The response from the archdiocese was a four-page statement from a PR person, which acknowledged that "policies and procedures of the past" were "inadequate", but made no specific mention at all of the disclosures concerning Shanley, and stressed that "Whatever may have occurred in the past, there were no deliberate decisions to put children at risk." (Gee, does that mean you're conceding depraved indifference?) That came from a PR flack --- Cardinal Law, who called down the wrath of God on the media for having the effrontery to actually cover the story of an earlier scandal, has long since stopped talking to them, and since the current round of scandals broke, he's also stopped taking questions from parishoners after Mass.

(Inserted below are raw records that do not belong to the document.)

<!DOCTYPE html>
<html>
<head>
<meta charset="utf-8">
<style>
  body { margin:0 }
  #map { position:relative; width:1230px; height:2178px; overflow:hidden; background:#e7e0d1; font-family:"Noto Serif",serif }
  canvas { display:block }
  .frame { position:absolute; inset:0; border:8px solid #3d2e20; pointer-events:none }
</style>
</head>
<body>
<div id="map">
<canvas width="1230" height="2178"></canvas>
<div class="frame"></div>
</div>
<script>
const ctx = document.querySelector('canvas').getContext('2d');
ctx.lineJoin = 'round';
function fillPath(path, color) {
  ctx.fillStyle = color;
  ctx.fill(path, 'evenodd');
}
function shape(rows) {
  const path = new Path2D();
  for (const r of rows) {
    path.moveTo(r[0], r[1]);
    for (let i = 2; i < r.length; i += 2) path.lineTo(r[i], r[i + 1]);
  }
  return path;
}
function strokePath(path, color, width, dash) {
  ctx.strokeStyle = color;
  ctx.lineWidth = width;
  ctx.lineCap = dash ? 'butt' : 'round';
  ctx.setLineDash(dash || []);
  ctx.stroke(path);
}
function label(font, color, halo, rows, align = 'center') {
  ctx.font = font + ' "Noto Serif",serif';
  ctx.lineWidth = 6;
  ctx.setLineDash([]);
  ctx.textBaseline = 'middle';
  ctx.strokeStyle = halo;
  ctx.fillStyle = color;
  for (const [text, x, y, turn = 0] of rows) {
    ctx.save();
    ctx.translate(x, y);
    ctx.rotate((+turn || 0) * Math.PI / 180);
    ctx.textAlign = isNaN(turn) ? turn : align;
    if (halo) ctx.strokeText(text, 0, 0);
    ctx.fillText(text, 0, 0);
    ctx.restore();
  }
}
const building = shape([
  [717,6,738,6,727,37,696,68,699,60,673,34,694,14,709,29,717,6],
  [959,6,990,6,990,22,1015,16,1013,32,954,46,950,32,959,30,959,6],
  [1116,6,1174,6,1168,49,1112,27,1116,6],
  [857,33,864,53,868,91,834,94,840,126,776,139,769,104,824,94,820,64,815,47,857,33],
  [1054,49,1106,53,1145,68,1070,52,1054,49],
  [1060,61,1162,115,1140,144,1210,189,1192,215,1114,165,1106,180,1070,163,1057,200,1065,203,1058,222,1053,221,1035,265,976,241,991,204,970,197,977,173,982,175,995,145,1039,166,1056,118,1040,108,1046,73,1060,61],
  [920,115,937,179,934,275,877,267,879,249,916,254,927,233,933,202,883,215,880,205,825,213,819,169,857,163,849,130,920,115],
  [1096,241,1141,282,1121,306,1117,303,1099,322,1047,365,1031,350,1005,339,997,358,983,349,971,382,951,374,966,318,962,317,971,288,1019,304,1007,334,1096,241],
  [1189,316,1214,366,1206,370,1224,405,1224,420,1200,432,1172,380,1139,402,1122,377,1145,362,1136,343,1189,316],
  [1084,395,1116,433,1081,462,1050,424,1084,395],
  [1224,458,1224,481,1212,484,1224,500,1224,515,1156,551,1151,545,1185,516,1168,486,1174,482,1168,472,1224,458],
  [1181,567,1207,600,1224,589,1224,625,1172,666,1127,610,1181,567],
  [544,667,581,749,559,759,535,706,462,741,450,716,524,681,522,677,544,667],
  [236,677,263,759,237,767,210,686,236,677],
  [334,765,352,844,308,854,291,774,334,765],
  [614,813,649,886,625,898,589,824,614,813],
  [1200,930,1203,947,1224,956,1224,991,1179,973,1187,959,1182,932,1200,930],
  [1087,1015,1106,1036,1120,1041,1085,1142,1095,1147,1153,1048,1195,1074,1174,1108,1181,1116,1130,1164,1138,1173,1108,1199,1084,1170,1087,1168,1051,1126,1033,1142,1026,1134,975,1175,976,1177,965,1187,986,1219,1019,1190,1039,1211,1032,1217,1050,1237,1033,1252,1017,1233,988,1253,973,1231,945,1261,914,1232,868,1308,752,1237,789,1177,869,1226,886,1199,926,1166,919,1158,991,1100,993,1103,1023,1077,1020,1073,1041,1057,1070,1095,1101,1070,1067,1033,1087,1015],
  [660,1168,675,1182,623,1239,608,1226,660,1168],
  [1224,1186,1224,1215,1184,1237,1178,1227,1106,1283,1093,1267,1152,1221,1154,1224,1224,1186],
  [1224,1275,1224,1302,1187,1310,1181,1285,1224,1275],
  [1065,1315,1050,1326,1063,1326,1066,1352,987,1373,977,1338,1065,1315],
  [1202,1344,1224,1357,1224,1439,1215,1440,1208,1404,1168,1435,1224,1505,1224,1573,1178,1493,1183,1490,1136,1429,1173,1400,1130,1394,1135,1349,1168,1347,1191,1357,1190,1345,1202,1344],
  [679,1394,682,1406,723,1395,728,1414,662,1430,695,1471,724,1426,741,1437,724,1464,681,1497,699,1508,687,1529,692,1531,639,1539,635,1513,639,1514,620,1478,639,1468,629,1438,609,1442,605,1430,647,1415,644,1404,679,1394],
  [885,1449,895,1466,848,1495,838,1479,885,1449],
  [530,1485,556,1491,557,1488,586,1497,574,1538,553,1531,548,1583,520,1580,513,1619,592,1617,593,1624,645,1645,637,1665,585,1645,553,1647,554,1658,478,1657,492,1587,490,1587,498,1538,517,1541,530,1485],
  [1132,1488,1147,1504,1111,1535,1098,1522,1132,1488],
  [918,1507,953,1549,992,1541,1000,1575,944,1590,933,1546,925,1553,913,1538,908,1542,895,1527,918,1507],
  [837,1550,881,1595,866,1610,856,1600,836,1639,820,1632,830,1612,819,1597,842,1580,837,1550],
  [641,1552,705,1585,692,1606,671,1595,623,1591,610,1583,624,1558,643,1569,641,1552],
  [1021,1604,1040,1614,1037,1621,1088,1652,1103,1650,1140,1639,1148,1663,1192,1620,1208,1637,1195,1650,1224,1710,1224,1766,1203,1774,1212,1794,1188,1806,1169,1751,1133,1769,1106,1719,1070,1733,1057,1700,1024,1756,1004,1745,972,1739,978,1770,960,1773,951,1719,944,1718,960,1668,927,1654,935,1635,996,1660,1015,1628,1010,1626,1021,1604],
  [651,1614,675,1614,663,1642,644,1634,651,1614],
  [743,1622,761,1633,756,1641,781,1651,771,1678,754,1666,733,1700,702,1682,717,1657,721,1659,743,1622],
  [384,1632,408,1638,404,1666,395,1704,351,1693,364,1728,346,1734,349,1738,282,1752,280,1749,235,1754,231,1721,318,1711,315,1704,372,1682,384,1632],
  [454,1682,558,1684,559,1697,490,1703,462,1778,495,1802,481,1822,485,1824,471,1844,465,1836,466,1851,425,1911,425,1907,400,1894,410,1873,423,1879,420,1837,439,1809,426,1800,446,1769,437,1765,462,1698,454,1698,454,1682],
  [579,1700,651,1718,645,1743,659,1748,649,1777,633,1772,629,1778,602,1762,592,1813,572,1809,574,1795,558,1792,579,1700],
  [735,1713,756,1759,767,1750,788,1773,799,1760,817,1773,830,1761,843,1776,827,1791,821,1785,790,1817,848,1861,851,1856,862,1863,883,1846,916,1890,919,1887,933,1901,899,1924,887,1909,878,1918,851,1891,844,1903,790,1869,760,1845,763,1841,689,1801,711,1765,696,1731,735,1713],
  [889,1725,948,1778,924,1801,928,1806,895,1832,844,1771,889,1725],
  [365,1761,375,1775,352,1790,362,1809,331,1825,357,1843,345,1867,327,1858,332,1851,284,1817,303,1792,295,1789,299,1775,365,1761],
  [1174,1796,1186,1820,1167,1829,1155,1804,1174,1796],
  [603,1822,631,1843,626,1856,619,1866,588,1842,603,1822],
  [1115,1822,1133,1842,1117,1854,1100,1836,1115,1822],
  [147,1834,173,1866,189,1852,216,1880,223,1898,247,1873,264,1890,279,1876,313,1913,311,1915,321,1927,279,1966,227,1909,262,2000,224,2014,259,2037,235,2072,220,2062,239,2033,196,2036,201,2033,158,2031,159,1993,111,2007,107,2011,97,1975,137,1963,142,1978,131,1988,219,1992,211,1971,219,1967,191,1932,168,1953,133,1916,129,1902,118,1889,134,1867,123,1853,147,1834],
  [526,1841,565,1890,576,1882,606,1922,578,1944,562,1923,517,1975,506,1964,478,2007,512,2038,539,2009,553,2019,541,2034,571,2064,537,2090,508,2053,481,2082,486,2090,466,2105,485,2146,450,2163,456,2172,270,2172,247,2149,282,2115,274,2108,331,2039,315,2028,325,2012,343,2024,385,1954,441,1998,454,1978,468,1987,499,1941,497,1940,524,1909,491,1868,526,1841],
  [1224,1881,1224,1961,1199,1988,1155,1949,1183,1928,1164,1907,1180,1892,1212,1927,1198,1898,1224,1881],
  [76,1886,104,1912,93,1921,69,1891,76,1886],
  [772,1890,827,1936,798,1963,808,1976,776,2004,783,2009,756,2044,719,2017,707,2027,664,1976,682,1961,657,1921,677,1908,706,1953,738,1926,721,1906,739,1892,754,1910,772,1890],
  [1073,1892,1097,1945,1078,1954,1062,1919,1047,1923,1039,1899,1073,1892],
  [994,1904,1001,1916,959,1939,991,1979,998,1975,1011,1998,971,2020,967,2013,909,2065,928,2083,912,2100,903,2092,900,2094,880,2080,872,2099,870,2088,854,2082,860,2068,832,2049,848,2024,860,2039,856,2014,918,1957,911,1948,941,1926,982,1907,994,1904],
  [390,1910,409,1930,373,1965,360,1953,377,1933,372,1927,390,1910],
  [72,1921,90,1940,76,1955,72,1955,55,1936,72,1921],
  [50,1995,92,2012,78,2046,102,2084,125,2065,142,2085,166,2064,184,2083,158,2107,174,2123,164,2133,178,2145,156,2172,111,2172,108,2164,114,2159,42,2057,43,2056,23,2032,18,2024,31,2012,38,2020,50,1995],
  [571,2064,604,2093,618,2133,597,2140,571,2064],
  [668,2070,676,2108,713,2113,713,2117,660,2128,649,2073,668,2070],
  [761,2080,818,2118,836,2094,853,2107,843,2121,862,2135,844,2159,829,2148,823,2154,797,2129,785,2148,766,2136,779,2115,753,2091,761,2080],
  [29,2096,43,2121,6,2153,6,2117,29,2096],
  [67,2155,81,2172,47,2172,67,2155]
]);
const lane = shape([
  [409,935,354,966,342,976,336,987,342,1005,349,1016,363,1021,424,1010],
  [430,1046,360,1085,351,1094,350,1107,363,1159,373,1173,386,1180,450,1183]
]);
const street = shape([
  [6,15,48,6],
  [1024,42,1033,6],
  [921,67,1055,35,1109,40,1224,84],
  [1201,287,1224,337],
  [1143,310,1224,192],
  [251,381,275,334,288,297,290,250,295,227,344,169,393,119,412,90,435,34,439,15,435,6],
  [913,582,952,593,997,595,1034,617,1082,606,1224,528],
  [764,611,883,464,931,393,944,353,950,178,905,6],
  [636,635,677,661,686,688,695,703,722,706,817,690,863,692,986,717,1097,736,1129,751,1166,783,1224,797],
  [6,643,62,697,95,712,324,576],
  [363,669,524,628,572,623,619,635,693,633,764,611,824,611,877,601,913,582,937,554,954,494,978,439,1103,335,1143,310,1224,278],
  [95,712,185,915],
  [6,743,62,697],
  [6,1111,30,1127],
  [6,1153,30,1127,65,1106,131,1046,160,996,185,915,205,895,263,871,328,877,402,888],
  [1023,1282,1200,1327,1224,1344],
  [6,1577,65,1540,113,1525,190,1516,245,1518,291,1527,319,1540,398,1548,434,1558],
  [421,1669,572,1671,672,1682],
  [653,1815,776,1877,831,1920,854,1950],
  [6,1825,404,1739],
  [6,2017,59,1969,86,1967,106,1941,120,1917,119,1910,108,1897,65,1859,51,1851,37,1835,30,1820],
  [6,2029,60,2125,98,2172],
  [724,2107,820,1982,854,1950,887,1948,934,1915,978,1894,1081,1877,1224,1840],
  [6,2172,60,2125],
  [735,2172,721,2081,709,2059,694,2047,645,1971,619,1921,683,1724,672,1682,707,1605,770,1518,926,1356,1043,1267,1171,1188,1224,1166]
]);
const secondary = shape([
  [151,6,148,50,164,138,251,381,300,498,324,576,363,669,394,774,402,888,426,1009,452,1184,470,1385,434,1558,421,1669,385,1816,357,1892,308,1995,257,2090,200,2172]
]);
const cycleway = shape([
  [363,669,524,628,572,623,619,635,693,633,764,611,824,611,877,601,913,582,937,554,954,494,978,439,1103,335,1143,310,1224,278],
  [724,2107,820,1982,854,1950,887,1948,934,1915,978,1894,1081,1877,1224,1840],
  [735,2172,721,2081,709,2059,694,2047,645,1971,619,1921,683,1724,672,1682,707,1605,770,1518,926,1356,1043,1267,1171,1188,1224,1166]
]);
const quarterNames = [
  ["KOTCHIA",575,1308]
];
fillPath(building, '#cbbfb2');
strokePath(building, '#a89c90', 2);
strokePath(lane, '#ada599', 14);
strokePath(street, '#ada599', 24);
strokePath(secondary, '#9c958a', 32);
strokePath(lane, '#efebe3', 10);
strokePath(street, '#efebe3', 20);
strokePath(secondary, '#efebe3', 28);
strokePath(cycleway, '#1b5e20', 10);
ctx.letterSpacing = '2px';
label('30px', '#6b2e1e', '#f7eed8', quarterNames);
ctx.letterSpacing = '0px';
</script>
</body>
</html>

And yet, the international church still can't seem to take the problem seriously; it sees the problem as evidence of some sort of peculiar hang-up that Americans have about sex (or perhaps English-speakers generally, given the troubles of the church in Ireland), since the Catholic church itself, of course, has no sexual hangups of its own; at a recent press conference, one European cardinal described it as "an X-ray of the problem" that most of the questions on it were in English.
And the hierarchy don't want to bother themselves with the parochial concerns of Americans or anglophones, since they see the future of their church not in the anglosphere, but rather in Africa and Latin America, where the problems of the church are altogether different. There, the priests are accused of raping nuns.